Still, while the ultimate goal of any tax mitigation service is to preserve wealth, it remains the case that it is the performance of any portfolio that will determine the absolute value of what gets passed on.
As with most other areas of investment, the choice comes down to picking a winner among the proliferation of offerings available. Happily, in the case of IHT services, a little over a year ago a benchmarking effort came to the rescue of anyone struggling to see the wood for the trees.
In February 2018, Asset Risk Consultants (ARC) announced the launch of the ARC Inheritance Tax Portfolio Index or ‘AIP’. ARC has been in the business of tracking private client and charity investment performance since the mid-2000s. Both of these offerings are based on tracking the performance of real portfolios as supplied by participating investment managers.
The IHT version launched with 10 – now 11 – participating managers and is similarly based on real performance, net of fees. ARC assesses all the portfolios anonymously and then ascertains the average return.
The picture painted by the data is of a sector that has historically displayed robust results. Or at least that was the case until the last quarter of 2018 when, in succession, the average performance for October (down 10.14%), November (down 3.4%) and December (down 6.04%) yielded three of the worst months in the six-years’ worth of data.
It meant that 2018 was the first negative year since 2013, with a negative average annual return of -15.21%, compared with an average annual rise in the previous five years of 19%. This clearly hurt the cumulative returns, with the one-year figure standing at -5.9% compared with returns of 23.8% over three years, 45.9% over five years and a 110.9% return since inception in December 2012.
The index has also bounced back somewhat in the first quarter of this year. According to the figures released at the start of May, the average quarterly return came in at 6.7% with January, in particular, providing a healthy average return of 5.29%.
“The AIP provides investors with the confidence that data has been collected in the same rigorous manner for all the data contributors,” says ARC director of research Daniel Hurdley. “What people like about the indices is they are based on the actual returns that investment managers are producing for real client portfolios.”
The list of contributors includes some of the biggest names within the IHT portfolio service sector, including Blankstone Sington, Cazenove Capital, Investec Wealth and Investment and Stellar Asset Management.
According to Blankstone Sington business development director Neil Blankstone, the point of inclusion is to provide reassurance to clients that any claims of performance can be tested against their peer group. “We can use this benchmarking as a marketing tool,” he explains. “It helps show we are not afraid of scrutiny and that we welcome being judged against the performance of our peers.”

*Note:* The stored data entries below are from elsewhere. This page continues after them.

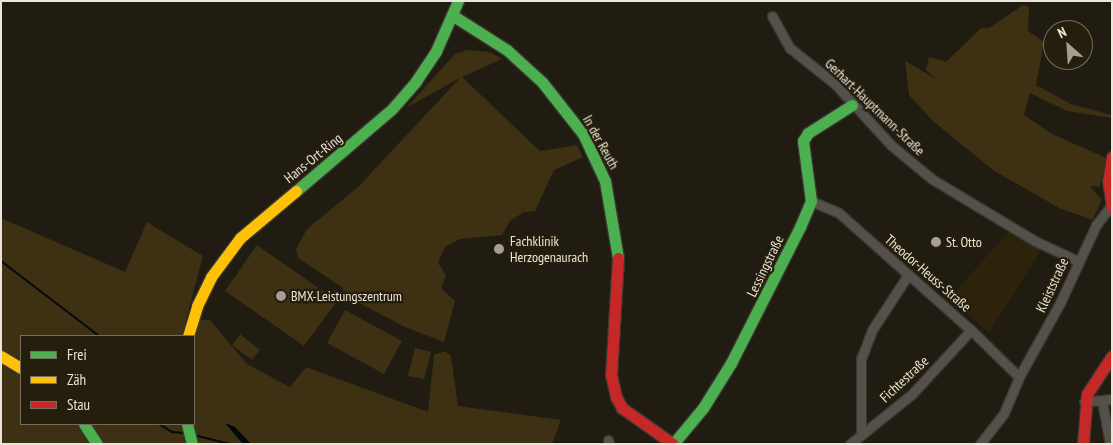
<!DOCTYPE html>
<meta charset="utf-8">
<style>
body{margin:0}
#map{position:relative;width:1113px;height:445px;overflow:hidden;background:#201c12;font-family:"PT Sans Narrow",sans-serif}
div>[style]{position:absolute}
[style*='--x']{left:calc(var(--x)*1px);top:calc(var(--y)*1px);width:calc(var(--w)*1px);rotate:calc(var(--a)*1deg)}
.built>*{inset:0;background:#2d230b}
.green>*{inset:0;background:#3d3013}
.water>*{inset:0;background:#030a0d}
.stream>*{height:2px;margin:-1px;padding:0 1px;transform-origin:1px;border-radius:1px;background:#030a0d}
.roads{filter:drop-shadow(1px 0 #3b3730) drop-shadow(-1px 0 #3b3730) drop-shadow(0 1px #3b3730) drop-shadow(0 -1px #3b3730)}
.street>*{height:9px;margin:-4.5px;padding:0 4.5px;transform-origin:4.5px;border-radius:4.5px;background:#54514a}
.fast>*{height:11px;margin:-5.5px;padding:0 5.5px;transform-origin:5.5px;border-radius:5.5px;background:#4caf50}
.slow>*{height:11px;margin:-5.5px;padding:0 5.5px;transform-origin:5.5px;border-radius:5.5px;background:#ffc107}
.jam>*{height:11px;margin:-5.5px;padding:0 5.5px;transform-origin:5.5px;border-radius:5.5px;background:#c62828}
.dots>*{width:14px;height:14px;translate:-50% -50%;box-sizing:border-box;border:2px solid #261e0c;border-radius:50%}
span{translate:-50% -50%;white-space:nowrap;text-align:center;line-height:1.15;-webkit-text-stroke:4.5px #261e0c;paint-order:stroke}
.street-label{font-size:14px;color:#eae5d9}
.poi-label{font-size:14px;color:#eae5d9}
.left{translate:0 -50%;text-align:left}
.frame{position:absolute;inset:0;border:2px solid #eae5d9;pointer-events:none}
.legend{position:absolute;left:20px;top:335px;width:175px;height:90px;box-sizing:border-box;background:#261e0c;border:1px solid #746e5e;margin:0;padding:6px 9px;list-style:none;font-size:15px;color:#eae5d9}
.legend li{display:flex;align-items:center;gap:10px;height:25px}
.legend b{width:25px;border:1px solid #746e5e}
.north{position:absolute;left:1043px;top:20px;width:50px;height:50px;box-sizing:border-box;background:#261e0c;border:1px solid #746e5e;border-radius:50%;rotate:334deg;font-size:14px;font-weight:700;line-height:20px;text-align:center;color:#eae5d9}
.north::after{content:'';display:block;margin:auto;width:18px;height:22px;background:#a39f93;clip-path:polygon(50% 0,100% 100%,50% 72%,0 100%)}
</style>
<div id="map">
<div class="built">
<i style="clip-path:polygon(1008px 232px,1041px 250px,989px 333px,950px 298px)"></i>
</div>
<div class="green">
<i style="clip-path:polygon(1023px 5px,1029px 7px,1028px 31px,1044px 42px,1036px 85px,1071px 104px,1112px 115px,1112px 118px,1067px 111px,1030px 93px,1024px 115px,1052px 134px,1106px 158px,1100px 187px,1090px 186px,1102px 200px,1092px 220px,1059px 208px,993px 170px,934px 122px,909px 95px,905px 61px,936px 79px,926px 70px,929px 57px,946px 62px,981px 28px,989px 28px)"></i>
<i style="clip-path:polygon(467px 50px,490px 52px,502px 59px,462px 77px,540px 151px,577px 145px,583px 157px,554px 170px,535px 211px,524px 212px,510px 221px,502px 235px,460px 239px,445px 247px,438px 263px,446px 275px,441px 288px,455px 301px,444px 342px,405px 327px,342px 294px,343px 288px,298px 258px,296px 249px,307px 229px,358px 187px,460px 78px,406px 108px,455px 54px)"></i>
<i style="clip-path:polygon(evenodd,1px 218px,125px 272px,147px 222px,203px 256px,186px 320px,210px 320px,247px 364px,290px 387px,306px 367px,428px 412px,434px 355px,445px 351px,451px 356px,458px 406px,561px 420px,552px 444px,1px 444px,1px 218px,21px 336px,194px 336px,194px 424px,21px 424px,21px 336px)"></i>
<i style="clip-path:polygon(257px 245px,337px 301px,304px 346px,225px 291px)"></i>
<i style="clip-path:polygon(345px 310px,402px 341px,384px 374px,327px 343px)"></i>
<i style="clip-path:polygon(240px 334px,260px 350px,252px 360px,232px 345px)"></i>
<i style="clip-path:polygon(415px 348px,431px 352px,424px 379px,408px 376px)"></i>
</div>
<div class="water">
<i style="clip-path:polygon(225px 423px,235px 427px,251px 444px,243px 444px)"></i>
</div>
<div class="stream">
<i style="--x:1;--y:261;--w:123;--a:37.4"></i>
<i style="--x:159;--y:424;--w:15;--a:32"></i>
<i style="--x:172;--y:432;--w:12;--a:5"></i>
<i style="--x:194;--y:435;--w:37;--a:14"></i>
</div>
<div class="roads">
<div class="street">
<i style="--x:772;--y:16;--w:37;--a:61"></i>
<i style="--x:790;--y:48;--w:58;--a:38.7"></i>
<i style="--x:835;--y:84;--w:83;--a:47.4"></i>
<i style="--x:891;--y:145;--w:53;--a:39.7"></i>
<i style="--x:932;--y:179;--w:120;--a:31"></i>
<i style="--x:1035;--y:241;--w:47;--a:24.9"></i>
<i style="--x:811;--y:201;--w:30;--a:23"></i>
<i style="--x:839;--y:213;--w:176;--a:41.6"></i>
<i style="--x:971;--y:330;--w:67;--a:44.4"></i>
<i style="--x:1102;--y:401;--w:44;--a:79.5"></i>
<i style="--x:1084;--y:402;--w:28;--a:-6"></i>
<i style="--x:861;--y:435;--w:76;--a:-90"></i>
<i style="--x:861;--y:359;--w:31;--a:-69"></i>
<i style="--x:872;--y:330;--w:66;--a:-56.8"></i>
<i style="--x:608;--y:440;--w:4;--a:76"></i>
<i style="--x:850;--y:444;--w:80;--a:-38.9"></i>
<i style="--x:912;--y:394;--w:87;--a:-47.3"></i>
<i style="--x:980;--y:444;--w:39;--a:-52"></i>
<i style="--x:1004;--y:413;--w:39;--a:-67"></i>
<i style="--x:1019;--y:377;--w:85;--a:-61"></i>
<i style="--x:1060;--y:303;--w:86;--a:-65.2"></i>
<i style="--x:1096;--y:225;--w:24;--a:-52"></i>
</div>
<div class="fast">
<i style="--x:452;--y:15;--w:65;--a:32.5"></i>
<i style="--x:507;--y:50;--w:47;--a:42.4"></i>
<i style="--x:542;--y:82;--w:66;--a:51.7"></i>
<i style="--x:583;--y:134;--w:52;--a:64.9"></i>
<i style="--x:605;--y:181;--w:78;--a:80.4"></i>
<i style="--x:296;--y:191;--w:126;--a:-40.5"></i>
<i style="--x:392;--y:109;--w:37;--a:-49"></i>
<i style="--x:416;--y:81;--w:36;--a:-56"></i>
<i style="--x:436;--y:51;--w:55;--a:-66.3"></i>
<i style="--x:84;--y:424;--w:24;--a:57"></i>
<i style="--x:187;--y:424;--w:21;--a:76"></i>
<i style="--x:673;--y:444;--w:47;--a:-50.2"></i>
<i style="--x:703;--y:408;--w:53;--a:-58.1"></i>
<i style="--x:731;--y:363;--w:153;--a:-63.1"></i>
<i style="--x:800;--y:227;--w:28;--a:-67"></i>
<i style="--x:811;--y:201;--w:61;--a:-97.6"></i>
<i style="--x:803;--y:141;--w:9;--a:-58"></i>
<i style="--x:808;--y:133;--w:52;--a:-32.5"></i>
</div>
<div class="slow">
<i style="--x:188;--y:336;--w:31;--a:-73"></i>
<i style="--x:197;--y:306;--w:32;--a:-64"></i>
<i style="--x:211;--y:277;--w:49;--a:-53.4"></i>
<i style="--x:240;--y:238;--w:73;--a:-40"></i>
<i style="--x:1;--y:356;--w:23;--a:31"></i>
</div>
<div class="jam">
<i style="--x:1112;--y:157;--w:24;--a:99"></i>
<i style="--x:1108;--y:181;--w:26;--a:81"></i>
<i style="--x:618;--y:258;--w:117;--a:93.4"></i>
<i style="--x:611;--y:375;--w:23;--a:77"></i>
<i style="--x:616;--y:397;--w:13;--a:61"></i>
<i style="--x:622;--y:408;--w:62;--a:35.2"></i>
<i style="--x:1083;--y:444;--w:50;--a:-85.4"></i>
<i style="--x:1087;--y:394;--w:45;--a:-56.7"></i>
</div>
</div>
<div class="dots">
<i style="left:936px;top:242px;background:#a39f93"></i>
<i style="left:499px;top:249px;background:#a39f93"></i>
<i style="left:281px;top:296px;background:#a39f93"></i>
</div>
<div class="street-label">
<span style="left:875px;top:107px;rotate:44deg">Gerhart-Hauptmann-Straße</span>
<span style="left:601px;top:142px;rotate:61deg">In der Reuth</span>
<span style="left:313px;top:158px;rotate:-39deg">Hans-Ort-Ring</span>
<span style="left:765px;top:266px;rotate:-64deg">Lessingstraße</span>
<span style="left:928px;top:273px;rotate:41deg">Theodor-Heuss-Straße</span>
<span style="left:1052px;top:285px;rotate:-65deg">Kleiststraße</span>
<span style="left:904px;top:379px;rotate:-43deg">Fichtestraße</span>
</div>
<div class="poi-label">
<span class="left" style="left:510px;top:249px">Fachklinik<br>Herzogenaurach</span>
<span class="left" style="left:946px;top:242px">St. Otto</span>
<span class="left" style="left:291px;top:296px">BMX-Leistungszentrum</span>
</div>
<div class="frame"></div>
<ul class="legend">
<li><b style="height:6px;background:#4caf50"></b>Frei</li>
<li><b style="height:6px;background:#ffc107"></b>Zäh</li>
<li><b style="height:6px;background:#c62828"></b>Stau</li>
</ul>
<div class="north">N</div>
</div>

More than that, Blankstone suggests, giving support to the efforts of ARC to produce recognised performance yardsticks can help the sector broaden its appeal. “It provides further legitimacy in the eyes of advisers and intermediaries,” he continues. “Benchmarking is about more than simply performance – it is about being able to say we are happy put our portfolios up for scrutiny. I believe that is a strong message to send out.”

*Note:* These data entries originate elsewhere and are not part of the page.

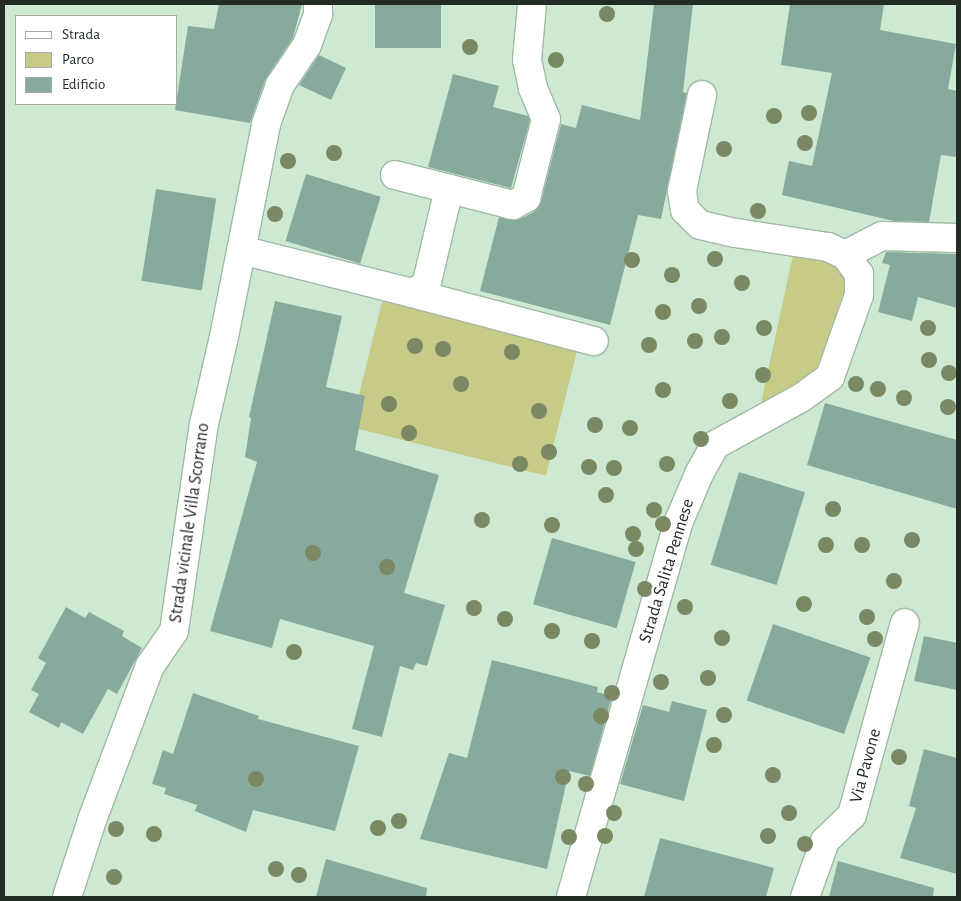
<!DOCTYPE html>
<html>
<head>
<meta charset="utf-8">
<style>
	body { margin:0 }
	#map { position:relative; width:961px; height:901px; overflow:hidden; background:#cde9d2; font-family:"Alegreya Sans",sans-serif }
	div>[style] { position:absolute }
	.green>* { inset:0; background:#c8ca87; transform-origin:0 0 }
	.building>* { inset:0; background:#87aa9d; transform-origin:0 0 }
	.roads { filter:drop-shadow(1px 0 #9fb9a3) drop-shadow(-1px 0 #9fb9a3) drop-shadow(0 1px #9fb9a3) drop-shadow(0 -1px #9fb9a3) }
	.street>* { height:28px; margin:-14px; padding:0 14px; transform-origin:14px; border-radius:14px; background:#fff }
	.trees>* { width:16px; height:16px; margin:-8px; border-radius:50%; background:#7b8864 }
	span { translate:-50% -50%; white-space:nowrap; text-align:center; line-height:1.15; -webkit-text-stroke:5px #fff; paint-order:stroke }
	.street-label { font-size:18px; color:#222c24 }
	.frame { position:absolute; inset:0; border:5px solid #222c24; pointer-events:none }
	.legend { position:absolute; left:15px; top:15px; width:162px; height:90px; box-sizing:border-box; background:#fff; border:1px solid #a7aba7; margin:0; padding:6px 9px; list-style:none; font-size:15px; color:#222c24 }
	.legend li { display:flex; align-items:center; gap:10px; height:25px }
	.legend b { width:25px; border:1px solid #a7aba7 }
</style>
</head>
<body>
<div id="map">
	<div class="green">
		<i style="clip-path:polygon(794px 250px,834px 259px,850px 281px,827px 357px,815px 372px,761px 403px)"></i>
		<i style="left:383px;top:298px;width:201px;height:133px;rotate:14deg"></i>
	</div>
	<div class="building">
		<i style="clip-path:polygon(219px 4px,302px 4px,293px 38px,265px 80px,250px 123px,175px 110px,188px 26px,214px 29px)"></i>
		<i style="left:375px;top:4px;width:66px;height:44px"></i>
		<i style="clip-path:polygon(654px 4px,693px 4px,683px 92px,687px 93px,661px 219px,638px 215px,610px 325px,480px 291px,499px 217px,510px 220px,520px 219px,534px 212px,541px 202px,561px 124px,576px 128px,582px 105px,640px 120px)"></i>
		<i style="clip-path:polygon(790px 4px,884px 4px,880px 30px,956px 44px,948px 89px,957px 91px,957px 157px,941px 155px,929px 222px,894px 221px,782px 195px,789px 161px,812px 166px,832px 73px,781px 65px)"></i>
		<i style="clip-path:polygon(319px 55px,346px 68px,331px 100px,299px 85px)"></i>
		<i style="clip-path:polygon(453px 74px,499px 86px,493px 107px,528px 116px,530px 120px,511px 188px,428px 167px)"></i>
		<i style="left:306px;top:174px;width:78px;height:70px;rotate:17deg"></i>
		<i style="left:156px;top:189px;width:61px;height:93px;rotate:9deg"></i>
		<i style="clip-path:polygon(886px 252px,957px 254px,957px 308px,918px 297px,912px 321px,878px 312px,890px 265px,882px 263px)"></i>
		<i style="clip-path:polygon(275px 301px,342px 316px,326px 387px,365px 396px,355px 450px,439px 475px,404px 593px,445px 605px,427px 666px,416px 663px,413px 670px,400px 666px,382px 737px,352px 729px,374px 646px,280px 619px,272px 648px,210px 631px,257px 462px,245px 457px,251px 418px,249px 417px)"></i>
		<i style="clip-path:polygon(825px 403px,957px 440px,957px 509px,807px 465px)"></i>
		<i style="left:739px;top:472px;width:69px;height:97px;rotate:17deg"></i>
		<i style="left:552px;top:538px;width:87px;height:69px;rotate:16deg"></i>
		<i style="clip-path:polygon(66px 607px,85px 618px,89px 612px,124px 631px,122px 636px,142px 648px,117px 694px,108px 689px,83px 734px,61px 722px,59px 728px,29px 712px,39px 694px,31px 690px,46px 663px,38px 658px)"></i>
		<i style="left:773px;top:624px;width:103px;height:81px;rotate:19deg"></i>
		<i style="clip-path:polygon(924px 636px,957px 643px,957px 690px,914px 681px)"></i>
		<i style="clip-path:polygon(492px 660px,598px 687px,597px 692px,612px 696px,590px 776px,569px 771px,547px 869px,420px 839px,449px 753px,467px 758px)"></i>
		<i style="clip-path:polygon(193px 693px,259px 716px,258px 719px,359px 746px,335px 831px,253px 810px,246px 832px,195px 811px,197px 805px,164px 794px,166px 788px,152px 784px,163px 750px,173px 754px)"></i>
		<i style="clip-path:polygon(672px 701px,707px 710px,684px 801px,620px 784px,643px 705px,669px 712px)"></i>
		<i style="clip-path:polygon(924px 749px,957px 758px,957px 874px,900px 858px,916px 808px,909px 806px)"></i>
		<i style="clip-path:polygon(660px 838px,774px 868px,766px 897px,644px 897px)"></i>
		<i style="clip-path:polygon(326px 859px,427px 888px,426px 897px,316px 897px)"></i>
		<i style="clip-path:polygon(838px 861px,934px 888px,933px 897px,829px 897px)"></i>
	</div>
	<div class="roads">
		<div class="street">
			<i style="left:395px;top:175px;width:122px;rotate:14.3deg"></i>
			<i style="left:513px;top:205px;width:15px;rotate:-28deg"></i>
			<i style="left:526px;top:198px;width:81px;rotate:-75.8deg"></i>
			<i style="left:546px;top:119px;width:34px;rotate:-113deg"></i>
			<i style="left:533px;top:88px;width:29px;rotate:-102deg"></i>
			<i style="left:527px;top:60px;width:56px;rotate:-84.9deg"></i>
			<i style="left:241px;top:250px;width:176px;rotate:14.1deg"></i>
			<i style="left:412px;top:293px;width:16px;rotate:-27deg"></i>
			<i style="left:426px;top:286px;width:100px;rotate:-76.7deg"></i>
			<i style="left:845px;top:255px;width:42px;rotate:-27.2deg"></i>
			<i style="left:882px;top:236px;width:75px;rotate:1.5deg"></i>
			<i style="left:412px;top:293px;width:188px;rotate:14.8deg"></i>
			<i style="left:67px;top:897px;width:81px;rotate:-72deg"></i>
			<i style="left:92px;top:820px;width:165px;rotate:-69.4deg"></i>
			<i style="left:150px;top:666px;width:42px;rotate:-55.6deg"></i>
			<i style="left:174px;top:631px;width:209px;rotate:-81.8deg"></i>
			<i style="left:204px;top:424px;width:89px;rotate:-77.1deg"></i>
			<i style="left:224px;top:337px;width:217px;rotate:-78.8deg"></i>
			<i style="left:266px;top:124px;width:41px;rotate:-70.3deg"></i>
			<i style="left:280px;top:85px;width:48px;rotate:-56deg"></i>
			<i style="left:307px;top:45px;width:33px;rotate:-70deg"></i>
			<i style="left:318px;top:14px;width:10px;rotate:-90deg"></i>
			<i style="left:571px;top:897px;width:391px;rotate:-74deg"></i>
			<i style="left:679px;top:521px;width:51px;rotate:-66.9deg"></i>
			<i style="left:699px;top:474px;width:33px;rotate:-61deg"></i>
			<i style="left:715px;top:445px;width:98px;rotate:-28.7deg"></i>
			<i style="left:801px;top:398px;width:36px;rotate:-36deg"></i>
			<i style="left:830px;top:377px;width:87px;rotate:-70.5deg"></i>
			<i style="left:859px;top:295px;width:21px;rotate:-90deg"></i>
			<i style="left:859px;top:274px;width:24px;rotate:-126deg"></i>
			<i style="left:845px;top:255px;width:19px;rotate:-155deg"></i>
			<i style="left:828px;top:247px;width:94px;rotate:-171.4deg"></i>
			<i style="left:735px;top:233px;width:36px;rotate:-167deg"></i>
			<i style="left:700px;top:225px;width:21px;rotate:-135deg"></i>
			<i style="left:685px;top:210px;width:19px;rotate:-99deg"></i>
			<i style="left:682px;top:191px;width:98px;rotate:-78.2deg"></i>
			<i style="left:805px;top:897px;width:59px;rotate:-70.3deg"></i>
			<i style="left:825px;top:841px;width:37px;rotate:-44deg"></i>
			<i style="left:852px;top:815px;width:199px;rotate:-74.6deg"></i>
		</div>
	</div>
	<div class="trees">
		<i style="left:607px;top:14px"></i>
		<i style="left:470px;top:47px"></i>
		<i style="left:556px;top:60px"></i>
		<i style="left:809px;top:113px"></i>
		<i style="left:774px;top:116px"></i>
		<i style="left:805px;top:143px"></i>
		<i style="left:724px;top:149px"></i>
		<i style="left:334px;top:153px"></i>
		<i style="left:288px;top:161px"></i>
		<i style="left:758px;top:211px"></i>
		<i style="left:275px;top:214px"></i>
		<i style="left:715px;top:259px"></i>
		<i style="left:632px;top:260px"></i>
		<i style="left:672px;top:275px"></i>
		<i style="left:742px;top:283px"></i>
		<i style="left:699px;top:306px"></i>
		<i style="left:663px;top:312px"></i>
		<i style="left:764px;top:328px"></i>
		<i style="left:928px;top:328px"></i>
		<i style="left:722px;top:337px"></i>
		<i style="left:695px;top:341px"></i>
		<i style="left:649px;top:345px"></i>
		<i style="left:415px;top:346px"></i>
		<i style="left:443px;top:349px"></i>
		<i style="left:512px;top:352px"></i>
		<i style="left:929px;top:360px"></i>
		<i style="left:949px;top:373px"></i>
		<i style="left:763px;top:375px"></i>
		<i style="left:461px;top:384px"></i>
		<i style="left:856px;top:384px"></i>
		<i style="left:878px;top:389px"></i>
		<i style="left:663px;top:390px"></i>
		<i style="left:904px;top:398px"></i>
		<i style="left:730px;top:401px"></i>
		<i style="left:389px;top:404px"></i>
		<i style="left:948px;top:407px"></i>
		<i style="left:539px;top:411px"></i>
		<i style="left:595px;top:425px"></i>
		<i style="left:630px;top:428px"></i>
		<i style="left:409px;top:433px"></i>
		<i style="left:701px;top:439px"></i>
		<i style="left:549px;top:452px"></i>
		<i style="left:520px;top:464px"></i>
		<i style="left:667px;top:464px"></i>
		<i style="left:589px;top:467px"></i>
		<i style="left:614px;top:468px"></i>
		<i style="left:606px;top:495px"></i>
		<i style="left:833px;top:509px"></i>
		<i style="left:654px;top:510px"></i>
		<i style="left:482px;top:520px"></i>
		<i style="left:663px;top:524px"></i>
		<i style="left:552px;top:525px"></i>
		<i style="left:633px;top:534px"></i>
		<i style="left:912px;top:540px"></i>
		<i style="left:826px;top:545px"></i>
		<i style="left:862px;top:545px"></i>
		<i style="left:636px;top:549px"></i>
		<i style="left:313px;top:553px"></i>
		<i style="left:387px;top:567px"></i>
		<i style="left:894px;top:581px"></i>
		<i style="left:645px;top:589px"></i>
		<i style="left:804px;top:604px"></i>
		<i style="left:685px;top:607px"></i>
		<i style="left:474px;top:608px"></i>
		<i style="left:867px;top:617px"></i>
		<i style="left:505px;top:619px"></i>
		<i style="left:552px;top:631px"></i>
		<i style="left:722px;top:638px"></i>
		<i style="left:875px;top:639px"></i>
		<i style="left:592px;top:641px"></i>
		<i style="left:294px;top:652px"></i>
		<i style="left:708px;top:678px"></i>
		<i style="left:661px;top:682px"></i>
		<i style="left:612px;top:693px"></i>
		<i style="left:724px;top:715px"></i>
		<i style="left:601px;top:716px"></i>
		<i style="left:714px;top:745px"></i>
		<i style="left:899px;top:757px"></i>
		<i style="left:773px;top:775px"></i>
		<i style="left:563px;top:777px"></i>
		<i style="left:256px;top:779px"></i>
		<i style="left:586px;top:784px"></i>
		<i style="left:614px;top:813px"></i>
		<i style="left:789px;top:813px"></i>
		<i style="left:399px;top:821px"></i>
		<i style="left:378px;top:828px"></i>
		<i style="left:116px;top:829px"></i>
		<i style="left:154px;top:834px"></i>
		<i style="left:605px;top:836px"></i>
		<i style="left:768px;top:836px"></i>
		<i style="left:569px;top:837px"></i>
		<i style="left:805px;top:844px"></i>
		<i style="left:276px;top:869px"></i>
		<i style="left:299px;top:875px"></i>
		<i style="left:114px;top:877px"></i>
	</div>
	<div class="street-label">
		<span style="left:190px;top:523px;rotate:-82deg">Strada vicinale Villa Scorrano</span>
		<span style="left:667px;top:571px;rotate:-73deg">Strada Salita Pennese</span>
		<span style="left:866px;top:766px;rotate:-75deg">Via Pavone</span>
	</div>
	<div class="frame"></div>
	<ul class="legend">
	<li><b style="height:6px;background:#fff"></b>Strada</li>
	<li><b style="height:14px;background:#c8ca87"></b>Parco</li>
	<li><b style="height:14px;background:#87aa9d"></b>Edificio</li>
	</ul>
</div>
</body>
</html>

Hurdley agrees, saying: “The AIP relies on participating firms being prepared to commit to a high degree of transparency, which should give investors’ confidence that they are dealing with a trustworthy and diligent establishment.”
Of course, not all providers have opted to take part in the benchmarking exercise but Hurdley stresses ARC is always open to adding new names. “Peer group indices benefit all stakeholders – the managers, client advisers and the ultimate consumer of investment solutions,” he says. “All parties also benefit from a deepening pool of data. ARC would be very happy to speak with any other providers of IHT portfolios to understand what data they might be able to contribute.”